* **RECORDED DATA**:

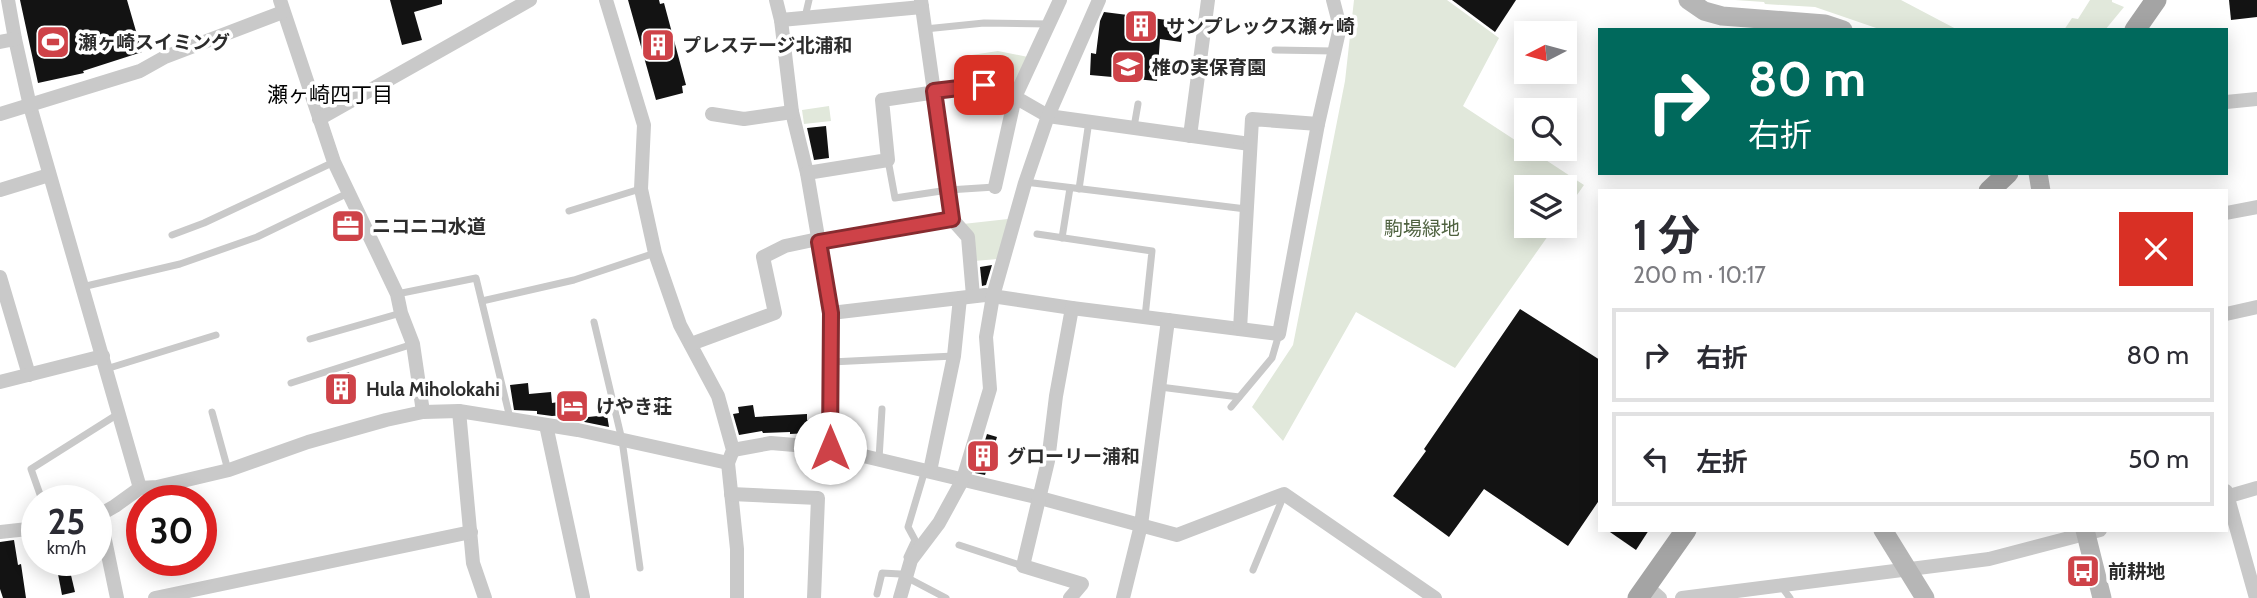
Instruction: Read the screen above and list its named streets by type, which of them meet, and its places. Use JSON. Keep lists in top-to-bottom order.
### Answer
{
  "districts": ["瀬ヶ崎四丁目"],
  "parks": ["駒場緑地"],
  "places": {
    "building": [
      "サンプレックス瀬ヶ崎",
      "プレステージ北浦和",
      "Hula Miholokahi",
      "グローリー浦和"
    ],
    "sports": ["瀬ヶ崎スイミング"],
    "school or university": ["椎の実保育園"],
    "office": ["ニコニコ水道"],
    "hotel": ["けやき荘"],
    "bus stop": ["前耕地"]
  },
  "north": "left",
  "page": {
    "turn": ["80 m", "右折"],
    "heading": ["1 分", "200 m · 10:17"],
    "list": [
      {
        "name": "右折",
        "value": "80 m"
      },
      {
        "name": "左折",
        "value": "50 m"
      }
    ],
    "speed": "25 km/h",
    "limit": "30"
  }
}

* **DIRECTIONS**: Each entry is to be returned precisely as it appears, but the pictures are to be dropped.

* **RESULT**:
Instruction: Read the screen above and list its named streets by type, which of them meet, and its places. Use JSON. Keep lists in top-to-bottom order.
### Answer
{
  "districts": ["瀬ヶ崎四丁目"],
  "parks": ["駒場緑地"],
  "places": {
    "building": [
      "サンプレックス瀬ヶ崎",
      "プレステージ北浦和",
      "Hula Miholokahi",
      "グローリー浦和"
    ],
    "sports": ["瀬ヶ崎スイミング"],
    "school or university": ["椎の実保育園"],
    "office": ["ニコニコ水道"],
    "hotel": ["けやき荘"],
    "bus stop": ["前耕地"]
  },
  "north": "left",
  "page": {
    "turn": ["80 m", "右折"],
    "heading": ["1 分", "200 m · 10:17"],
    "list": [
      {
        "name": "右折",
        "value": "80 m"
      },
      {
        "name": "左折",
        "value": "50 m"
      }
    ],
    "speed": "25 km/h",
    "limit": "30"
  }
}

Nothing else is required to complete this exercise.